I waited seven years for the project to be greenlit, the longest time I’ve waited for anything in my entire life. But I felt I had to do this, if only because I am a woman and an artist, and if this material wound up in the wrong hands, well... one shudders to think what could happen [...] During this waiting period, I kept my eye on Erika Sawajiri for the lead role of the delectable LiLiCo. I wanted someone exceptionally beautiful, but also with depth and personality. But really, the beauty part came first. No one could match Erika’s bewitching charm. There’s an otherworldly factor to it. No one else seemed even close to filling the role of LiLiCo [...] Growing up, I was always surrounded by people with a burning desire to make something beautiful. So beauty means a lot to me, especially physical beauty. There is this model friend of mine who never, ever eats carbs, or much of anything else. That’s what it takes, really. A woman with ambitions to get into the media will make that effort and keep doing it for years. On the other side of the lens, though, are those that consume these women’s images. Just that: consume. And between the consumer and the consumed, there is a rift so wide they may as well be in different galaxies. [...] There’s rage in me as well. As a photographer, I’m always in the middle of this dilemma about wanting the best expression, the most beautiful shot, but on the other hand, I know what these models and actresses are going through, how lonely it is to be on the other side of the lens, ruthlessly reflected and then manufactured for mass consumption.

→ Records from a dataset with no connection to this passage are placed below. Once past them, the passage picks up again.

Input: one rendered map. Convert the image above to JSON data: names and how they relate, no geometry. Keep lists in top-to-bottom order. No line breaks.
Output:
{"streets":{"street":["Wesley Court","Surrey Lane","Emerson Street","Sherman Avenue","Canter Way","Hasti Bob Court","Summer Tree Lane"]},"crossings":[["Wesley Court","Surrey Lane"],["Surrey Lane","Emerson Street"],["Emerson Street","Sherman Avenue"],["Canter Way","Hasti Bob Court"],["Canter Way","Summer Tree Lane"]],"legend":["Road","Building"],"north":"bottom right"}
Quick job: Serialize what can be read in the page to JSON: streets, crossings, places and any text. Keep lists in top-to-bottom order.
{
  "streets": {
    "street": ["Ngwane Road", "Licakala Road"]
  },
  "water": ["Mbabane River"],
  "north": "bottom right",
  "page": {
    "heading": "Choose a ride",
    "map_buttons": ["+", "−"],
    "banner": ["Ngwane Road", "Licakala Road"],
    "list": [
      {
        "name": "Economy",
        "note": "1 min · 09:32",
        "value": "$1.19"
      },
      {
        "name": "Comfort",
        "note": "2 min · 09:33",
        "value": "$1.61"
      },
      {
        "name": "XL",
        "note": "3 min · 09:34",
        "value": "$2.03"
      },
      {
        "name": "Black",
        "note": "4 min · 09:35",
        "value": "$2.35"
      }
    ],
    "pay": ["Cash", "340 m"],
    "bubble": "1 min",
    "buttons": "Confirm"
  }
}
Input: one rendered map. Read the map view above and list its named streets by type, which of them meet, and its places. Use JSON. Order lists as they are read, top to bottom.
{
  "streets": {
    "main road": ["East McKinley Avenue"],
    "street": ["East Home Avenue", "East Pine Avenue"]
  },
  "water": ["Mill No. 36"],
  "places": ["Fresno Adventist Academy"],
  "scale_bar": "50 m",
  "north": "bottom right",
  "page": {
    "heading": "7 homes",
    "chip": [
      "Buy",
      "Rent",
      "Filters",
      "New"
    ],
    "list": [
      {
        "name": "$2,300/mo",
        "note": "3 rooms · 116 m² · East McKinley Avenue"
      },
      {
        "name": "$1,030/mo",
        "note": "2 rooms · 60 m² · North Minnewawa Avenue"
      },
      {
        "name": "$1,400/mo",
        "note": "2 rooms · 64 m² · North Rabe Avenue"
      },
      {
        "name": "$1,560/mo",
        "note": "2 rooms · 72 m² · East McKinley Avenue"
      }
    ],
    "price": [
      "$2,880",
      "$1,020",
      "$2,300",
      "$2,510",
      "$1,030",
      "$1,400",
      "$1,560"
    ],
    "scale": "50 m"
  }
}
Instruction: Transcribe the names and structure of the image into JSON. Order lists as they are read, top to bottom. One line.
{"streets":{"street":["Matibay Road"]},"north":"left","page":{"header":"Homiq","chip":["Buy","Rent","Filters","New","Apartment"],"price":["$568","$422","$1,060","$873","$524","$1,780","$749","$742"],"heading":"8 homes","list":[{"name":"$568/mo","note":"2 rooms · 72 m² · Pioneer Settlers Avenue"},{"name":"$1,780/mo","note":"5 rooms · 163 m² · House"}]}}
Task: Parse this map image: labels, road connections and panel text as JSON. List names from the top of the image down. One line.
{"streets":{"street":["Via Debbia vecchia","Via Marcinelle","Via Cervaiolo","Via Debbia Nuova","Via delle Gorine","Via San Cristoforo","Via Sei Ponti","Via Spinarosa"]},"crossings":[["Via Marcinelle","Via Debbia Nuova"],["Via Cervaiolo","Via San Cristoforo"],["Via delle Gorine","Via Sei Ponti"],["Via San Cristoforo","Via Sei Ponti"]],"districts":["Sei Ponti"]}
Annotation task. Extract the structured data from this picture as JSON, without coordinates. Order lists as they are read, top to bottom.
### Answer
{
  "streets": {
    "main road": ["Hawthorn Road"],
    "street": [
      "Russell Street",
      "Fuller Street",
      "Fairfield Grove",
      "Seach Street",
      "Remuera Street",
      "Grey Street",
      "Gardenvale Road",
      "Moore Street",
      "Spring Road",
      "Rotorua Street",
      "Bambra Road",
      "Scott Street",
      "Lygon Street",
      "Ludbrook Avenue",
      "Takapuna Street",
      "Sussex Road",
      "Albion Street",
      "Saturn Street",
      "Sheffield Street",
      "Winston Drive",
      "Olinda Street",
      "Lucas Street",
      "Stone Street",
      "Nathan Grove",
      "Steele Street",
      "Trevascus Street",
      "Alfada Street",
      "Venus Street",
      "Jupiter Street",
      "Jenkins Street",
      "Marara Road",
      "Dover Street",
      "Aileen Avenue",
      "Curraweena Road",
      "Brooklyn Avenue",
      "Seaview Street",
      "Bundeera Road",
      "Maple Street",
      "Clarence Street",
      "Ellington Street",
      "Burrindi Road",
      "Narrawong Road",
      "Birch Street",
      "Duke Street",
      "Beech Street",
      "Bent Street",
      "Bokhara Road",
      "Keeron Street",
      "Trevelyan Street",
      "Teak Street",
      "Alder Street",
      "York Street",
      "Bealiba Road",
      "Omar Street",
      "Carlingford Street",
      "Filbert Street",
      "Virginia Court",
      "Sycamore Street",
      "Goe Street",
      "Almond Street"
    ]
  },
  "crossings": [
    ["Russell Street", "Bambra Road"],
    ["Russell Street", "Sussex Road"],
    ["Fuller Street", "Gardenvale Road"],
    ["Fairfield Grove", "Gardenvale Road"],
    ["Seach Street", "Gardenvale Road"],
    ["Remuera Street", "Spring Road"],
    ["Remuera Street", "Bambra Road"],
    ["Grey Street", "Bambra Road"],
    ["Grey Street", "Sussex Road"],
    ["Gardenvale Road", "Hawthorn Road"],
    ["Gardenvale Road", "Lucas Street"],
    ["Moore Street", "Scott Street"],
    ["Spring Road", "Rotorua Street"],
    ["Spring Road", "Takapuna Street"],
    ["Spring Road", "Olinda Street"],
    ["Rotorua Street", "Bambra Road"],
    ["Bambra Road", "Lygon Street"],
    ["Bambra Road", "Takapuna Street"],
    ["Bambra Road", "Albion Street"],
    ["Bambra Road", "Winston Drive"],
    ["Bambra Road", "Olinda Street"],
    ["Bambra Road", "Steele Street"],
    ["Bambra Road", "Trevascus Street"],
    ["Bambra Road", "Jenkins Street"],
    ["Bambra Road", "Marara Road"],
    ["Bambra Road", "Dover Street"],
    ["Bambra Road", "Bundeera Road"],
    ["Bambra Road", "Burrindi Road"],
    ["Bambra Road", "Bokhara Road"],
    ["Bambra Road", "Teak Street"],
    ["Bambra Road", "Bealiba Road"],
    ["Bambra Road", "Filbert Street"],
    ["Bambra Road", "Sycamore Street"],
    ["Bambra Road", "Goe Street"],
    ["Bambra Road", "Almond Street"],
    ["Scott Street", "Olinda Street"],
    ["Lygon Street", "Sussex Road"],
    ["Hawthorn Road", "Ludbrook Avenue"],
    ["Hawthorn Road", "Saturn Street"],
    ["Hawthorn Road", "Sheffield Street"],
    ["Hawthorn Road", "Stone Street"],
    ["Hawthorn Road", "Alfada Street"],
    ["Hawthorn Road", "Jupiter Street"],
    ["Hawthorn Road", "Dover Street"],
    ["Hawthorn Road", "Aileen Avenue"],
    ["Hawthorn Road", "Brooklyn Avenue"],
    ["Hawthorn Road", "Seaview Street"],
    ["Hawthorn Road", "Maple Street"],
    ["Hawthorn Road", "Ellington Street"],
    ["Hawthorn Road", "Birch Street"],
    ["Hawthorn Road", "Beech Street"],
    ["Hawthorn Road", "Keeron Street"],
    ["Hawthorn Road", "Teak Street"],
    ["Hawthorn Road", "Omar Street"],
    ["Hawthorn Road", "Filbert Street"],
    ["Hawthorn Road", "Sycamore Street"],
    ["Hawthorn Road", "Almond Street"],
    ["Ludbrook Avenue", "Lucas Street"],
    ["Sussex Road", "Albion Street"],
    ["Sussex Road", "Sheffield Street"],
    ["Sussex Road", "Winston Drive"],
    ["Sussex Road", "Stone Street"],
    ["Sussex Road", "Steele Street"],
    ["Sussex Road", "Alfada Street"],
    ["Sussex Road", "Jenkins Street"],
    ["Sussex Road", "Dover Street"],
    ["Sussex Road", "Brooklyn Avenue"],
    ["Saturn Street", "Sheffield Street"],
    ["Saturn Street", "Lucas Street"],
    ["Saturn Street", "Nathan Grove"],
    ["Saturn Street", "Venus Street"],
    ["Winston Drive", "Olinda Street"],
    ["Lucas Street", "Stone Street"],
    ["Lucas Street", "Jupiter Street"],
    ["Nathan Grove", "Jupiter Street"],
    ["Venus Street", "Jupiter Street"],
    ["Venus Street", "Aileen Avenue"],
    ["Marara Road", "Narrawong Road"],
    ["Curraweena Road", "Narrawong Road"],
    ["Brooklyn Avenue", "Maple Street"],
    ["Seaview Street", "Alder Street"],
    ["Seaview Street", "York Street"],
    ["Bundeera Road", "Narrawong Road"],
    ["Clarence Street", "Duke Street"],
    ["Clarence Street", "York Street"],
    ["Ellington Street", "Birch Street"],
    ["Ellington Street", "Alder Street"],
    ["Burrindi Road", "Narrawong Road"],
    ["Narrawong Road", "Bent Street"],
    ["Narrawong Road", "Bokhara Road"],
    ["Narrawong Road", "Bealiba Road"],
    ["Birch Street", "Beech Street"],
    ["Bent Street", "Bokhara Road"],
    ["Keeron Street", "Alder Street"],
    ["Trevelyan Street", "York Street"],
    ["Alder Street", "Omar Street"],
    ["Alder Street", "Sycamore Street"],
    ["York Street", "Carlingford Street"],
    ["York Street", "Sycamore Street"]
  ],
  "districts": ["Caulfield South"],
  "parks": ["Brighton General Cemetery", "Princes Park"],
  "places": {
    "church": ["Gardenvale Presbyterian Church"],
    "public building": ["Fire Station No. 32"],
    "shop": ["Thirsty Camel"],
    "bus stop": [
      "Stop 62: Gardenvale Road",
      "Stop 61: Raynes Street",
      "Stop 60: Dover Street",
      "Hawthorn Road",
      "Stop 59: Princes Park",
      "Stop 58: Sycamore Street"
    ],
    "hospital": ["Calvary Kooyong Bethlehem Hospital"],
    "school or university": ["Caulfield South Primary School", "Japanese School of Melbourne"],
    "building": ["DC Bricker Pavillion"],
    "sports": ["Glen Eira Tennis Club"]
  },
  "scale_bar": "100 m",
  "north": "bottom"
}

Born in 1972 in Tokyo, she has been feted since the mid-90s as Japan’s most popular and best-selling stills photographer, having had more than 70 exhibitions, and published more than 60 books of her vibrant and brightly coloured work. Her 2007 manga-based debut film, Sakuran, was screened at the Berlin and Hong Kong International Film Festivals. Helter Skelter was a massive box-office hit in Japan earlier this year.